● Problem requirements
Output must match the data below exactly from its first line through the line that contains "height:3.5px; margin-top:-1.75px; transform-origin:0;", with no other line.

● Extracted entries
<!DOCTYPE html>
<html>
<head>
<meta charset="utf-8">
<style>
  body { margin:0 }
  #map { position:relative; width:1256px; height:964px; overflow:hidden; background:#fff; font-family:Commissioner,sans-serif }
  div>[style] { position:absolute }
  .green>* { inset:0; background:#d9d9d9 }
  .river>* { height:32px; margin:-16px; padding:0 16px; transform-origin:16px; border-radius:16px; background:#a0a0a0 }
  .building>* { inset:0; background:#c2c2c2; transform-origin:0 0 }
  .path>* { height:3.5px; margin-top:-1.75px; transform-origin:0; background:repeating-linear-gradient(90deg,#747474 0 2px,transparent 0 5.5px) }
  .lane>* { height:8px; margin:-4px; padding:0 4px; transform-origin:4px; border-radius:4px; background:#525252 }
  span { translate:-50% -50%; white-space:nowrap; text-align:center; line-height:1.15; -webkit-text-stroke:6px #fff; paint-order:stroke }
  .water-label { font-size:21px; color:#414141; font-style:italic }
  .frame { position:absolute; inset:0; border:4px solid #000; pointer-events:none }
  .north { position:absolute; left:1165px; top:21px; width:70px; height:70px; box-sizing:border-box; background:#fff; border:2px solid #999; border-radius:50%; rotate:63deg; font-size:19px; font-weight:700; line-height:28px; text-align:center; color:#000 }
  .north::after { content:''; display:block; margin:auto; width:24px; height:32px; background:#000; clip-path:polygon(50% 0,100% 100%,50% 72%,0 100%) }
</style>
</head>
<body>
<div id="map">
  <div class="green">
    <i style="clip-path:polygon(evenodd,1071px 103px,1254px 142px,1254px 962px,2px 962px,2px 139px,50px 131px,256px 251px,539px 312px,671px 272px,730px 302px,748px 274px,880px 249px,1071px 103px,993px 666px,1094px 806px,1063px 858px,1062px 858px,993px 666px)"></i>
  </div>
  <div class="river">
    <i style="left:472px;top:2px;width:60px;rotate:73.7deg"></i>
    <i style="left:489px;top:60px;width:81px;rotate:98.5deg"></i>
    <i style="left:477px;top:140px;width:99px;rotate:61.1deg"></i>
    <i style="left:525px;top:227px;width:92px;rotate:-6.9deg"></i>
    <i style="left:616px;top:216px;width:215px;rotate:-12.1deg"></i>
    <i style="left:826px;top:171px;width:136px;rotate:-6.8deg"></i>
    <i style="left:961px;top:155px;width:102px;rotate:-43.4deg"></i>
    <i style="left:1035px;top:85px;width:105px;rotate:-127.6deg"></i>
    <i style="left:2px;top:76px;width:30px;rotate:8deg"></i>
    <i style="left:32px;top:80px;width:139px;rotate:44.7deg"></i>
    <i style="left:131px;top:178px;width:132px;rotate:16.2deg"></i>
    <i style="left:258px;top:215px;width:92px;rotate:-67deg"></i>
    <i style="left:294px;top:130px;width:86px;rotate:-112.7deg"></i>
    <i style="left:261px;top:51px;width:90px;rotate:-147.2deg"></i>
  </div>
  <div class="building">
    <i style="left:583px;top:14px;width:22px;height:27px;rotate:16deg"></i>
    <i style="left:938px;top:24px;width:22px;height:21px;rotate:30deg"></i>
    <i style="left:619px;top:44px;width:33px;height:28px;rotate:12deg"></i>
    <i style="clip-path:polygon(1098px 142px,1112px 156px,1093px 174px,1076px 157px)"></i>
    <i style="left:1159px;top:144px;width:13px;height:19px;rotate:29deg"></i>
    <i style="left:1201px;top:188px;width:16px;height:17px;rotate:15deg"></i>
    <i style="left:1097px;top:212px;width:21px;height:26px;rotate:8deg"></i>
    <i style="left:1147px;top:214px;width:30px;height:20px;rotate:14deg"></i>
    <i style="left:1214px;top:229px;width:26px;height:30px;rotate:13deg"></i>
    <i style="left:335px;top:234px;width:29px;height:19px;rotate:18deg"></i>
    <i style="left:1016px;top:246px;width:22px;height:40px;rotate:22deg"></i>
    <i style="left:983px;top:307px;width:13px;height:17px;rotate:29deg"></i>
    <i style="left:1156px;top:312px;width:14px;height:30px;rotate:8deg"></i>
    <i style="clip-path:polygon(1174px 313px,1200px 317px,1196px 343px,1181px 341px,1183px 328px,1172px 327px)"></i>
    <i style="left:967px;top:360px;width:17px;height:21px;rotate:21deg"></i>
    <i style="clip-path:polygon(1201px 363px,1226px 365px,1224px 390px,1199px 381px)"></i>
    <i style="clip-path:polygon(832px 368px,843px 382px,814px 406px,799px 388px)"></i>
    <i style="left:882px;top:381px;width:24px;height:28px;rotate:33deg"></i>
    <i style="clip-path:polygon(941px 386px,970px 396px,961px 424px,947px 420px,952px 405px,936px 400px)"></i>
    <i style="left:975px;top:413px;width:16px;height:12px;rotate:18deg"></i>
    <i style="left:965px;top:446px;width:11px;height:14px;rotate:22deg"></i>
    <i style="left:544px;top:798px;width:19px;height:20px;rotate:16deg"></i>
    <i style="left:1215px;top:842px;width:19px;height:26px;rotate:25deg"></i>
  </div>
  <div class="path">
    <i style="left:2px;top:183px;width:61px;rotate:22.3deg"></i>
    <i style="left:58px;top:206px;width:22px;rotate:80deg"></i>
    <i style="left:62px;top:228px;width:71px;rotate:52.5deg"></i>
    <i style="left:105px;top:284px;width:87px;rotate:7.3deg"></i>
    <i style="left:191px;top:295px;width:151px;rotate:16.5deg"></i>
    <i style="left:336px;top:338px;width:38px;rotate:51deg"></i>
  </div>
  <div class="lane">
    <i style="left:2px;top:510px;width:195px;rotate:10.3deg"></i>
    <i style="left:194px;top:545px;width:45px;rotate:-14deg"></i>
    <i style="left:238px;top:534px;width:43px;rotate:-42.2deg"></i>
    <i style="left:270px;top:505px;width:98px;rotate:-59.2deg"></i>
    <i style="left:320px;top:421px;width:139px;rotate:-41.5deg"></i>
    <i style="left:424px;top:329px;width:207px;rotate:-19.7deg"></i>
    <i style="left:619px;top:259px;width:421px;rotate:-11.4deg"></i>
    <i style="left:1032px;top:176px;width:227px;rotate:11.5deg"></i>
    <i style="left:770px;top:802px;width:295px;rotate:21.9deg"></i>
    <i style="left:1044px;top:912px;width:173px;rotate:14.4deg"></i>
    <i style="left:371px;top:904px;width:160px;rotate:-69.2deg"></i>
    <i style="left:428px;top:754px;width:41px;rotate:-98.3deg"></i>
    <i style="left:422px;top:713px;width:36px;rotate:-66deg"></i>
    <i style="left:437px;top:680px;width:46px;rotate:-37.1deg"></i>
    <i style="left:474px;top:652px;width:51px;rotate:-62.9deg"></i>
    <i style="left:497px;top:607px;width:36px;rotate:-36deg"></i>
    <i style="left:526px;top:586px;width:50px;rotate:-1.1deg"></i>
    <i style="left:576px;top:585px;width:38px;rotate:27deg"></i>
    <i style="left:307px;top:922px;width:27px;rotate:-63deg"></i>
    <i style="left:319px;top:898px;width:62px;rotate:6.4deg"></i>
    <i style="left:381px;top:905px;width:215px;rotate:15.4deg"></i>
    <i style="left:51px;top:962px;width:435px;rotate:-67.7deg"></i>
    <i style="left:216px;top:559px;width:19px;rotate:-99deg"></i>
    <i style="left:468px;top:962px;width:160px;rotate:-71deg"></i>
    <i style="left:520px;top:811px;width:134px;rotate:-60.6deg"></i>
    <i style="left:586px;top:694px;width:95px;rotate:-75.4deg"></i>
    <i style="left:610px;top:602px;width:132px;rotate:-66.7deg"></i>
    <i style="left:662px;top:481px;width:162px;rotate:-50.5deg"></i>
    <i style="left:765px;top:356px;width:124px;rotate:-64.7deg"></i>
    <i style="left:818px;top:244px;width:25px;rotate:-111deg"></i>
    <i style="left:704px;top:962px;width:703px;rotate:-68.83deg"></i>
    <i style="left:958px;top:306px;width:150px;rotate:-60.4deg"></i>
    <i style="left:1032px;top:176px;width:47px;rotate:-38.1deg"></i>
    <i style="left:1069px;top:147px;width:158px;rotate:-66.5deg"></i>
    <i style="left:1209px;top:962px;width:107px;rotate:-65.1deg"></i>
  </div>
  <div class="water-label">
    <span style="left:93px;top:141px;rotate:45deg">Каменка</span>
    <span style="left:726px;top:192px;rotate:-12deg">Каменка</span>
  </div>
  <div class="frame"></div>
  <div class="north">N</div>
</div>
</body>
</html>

● Task solution
<!DOCTYPE html>
<html>
<head>
<meta charset="utf-8">
<style>
  body { margin:0 }
  #map { position:relative; width:1256px; height:964px; overflow:hidden; background:#fff; font-family:Commissioner,sans-serif }
  div>[style] { position:absolute }
  .green>* { inset:0; background:#d9d9d9 }
  .river>* { height:32px; margin:-16px; padding:0 16px; transform-origin:16px; border-radius:16px; background:#a0a0a0 }
  .building>* { inset:0; background:#c2c2c2; transform-origin:0 0 }
  .path>* { height:3.5px; margin-top:-1.75px; transform-origin:0; background:repeating-linear-gradient(90deg,#747474 0 2px,transparent 0 5.5px) }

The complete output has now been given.